Key Takeaways
- Cultural and process changes, rather than changes in tooling alone, are necessary for teams to sustainably manage services.
- We can reduce pager noise with Service Level Objectives that measure customer experience and alerts for crucial customer-impacting failures.
- Observability, through collecting and querying tracing and events, allows teams to debug and understand their complex systems.
- Teams must be able to safely collaborate and discuss risks to work effectively.
- Services run more smoothly when quantitative risk analysis allows teams to prioritize fixes.
[Site reliability engineering (SRE)] and development teams need to be willing to address issues head on and identify points of tension that need resetting. Part of SRE’s job is to help maintain production excellence in the face of changing business needs.— Sheerin et al., The Site Reliability Workbook
Production ownership, putting teams who develop components or services on call for those services, is a best practice for ensuring high-quality software and tightening development feedback loops. Done well, ownership can provide engineers with the power and autonomy that feed our natural desire for agency and high-impact work and can deliver a better experience for users.

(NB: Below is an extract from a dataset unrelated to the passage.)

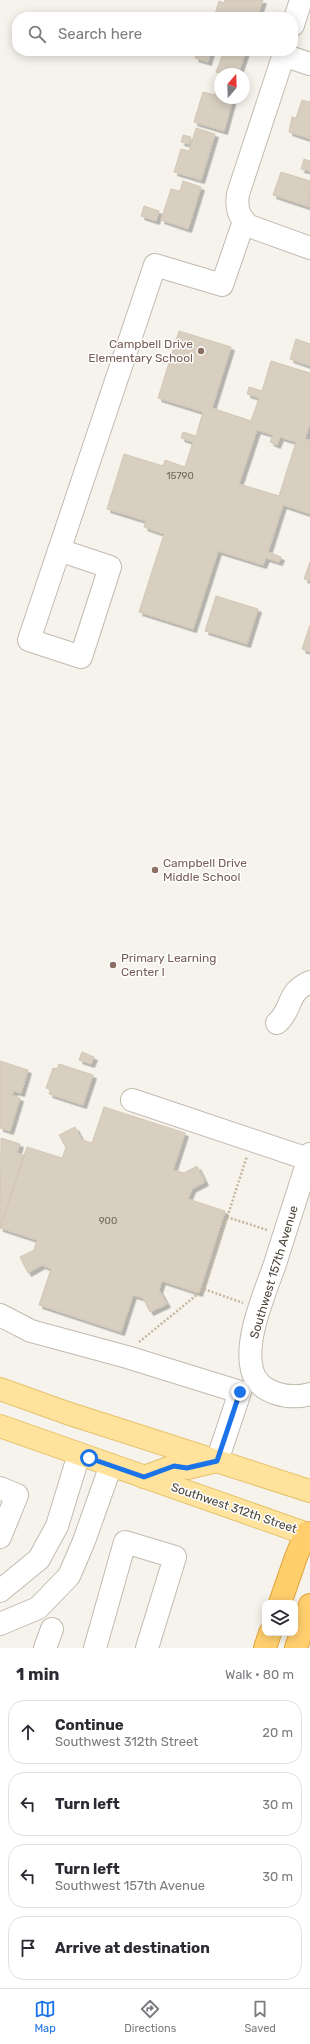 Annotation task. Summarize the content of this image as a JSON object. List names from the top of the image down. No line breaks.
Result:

But in practice, teams often wind up on call without proper training and safeguards for their well-being. Suddenly changing the responsibilities of a team worsens service reliability, demoralizes the team, and creates incentives to shirk responsibilities. The team members will lack critical skills, struggle to keep up, and not have the time to learn what they're missing. The problem is one of responsibility without empowerment. Despite the instinct to spend money to solve the problem, purchasing more tooling cannot fill the gaps in our teams' capabilities or structures. Tools can only help us automate existing workflows rather than teach new skills or adapt processes to solve current problems.
In order to succeed at production ownership, a team needs a roadmap for developing the necessary skills to run production systems. We don't just need production ownership; we also need production excellence. Production excellence is a teachable set of skills that teams can use to adapt to changing circumstances with confidence. It requires changes to people, culture, and process rather than only tooling.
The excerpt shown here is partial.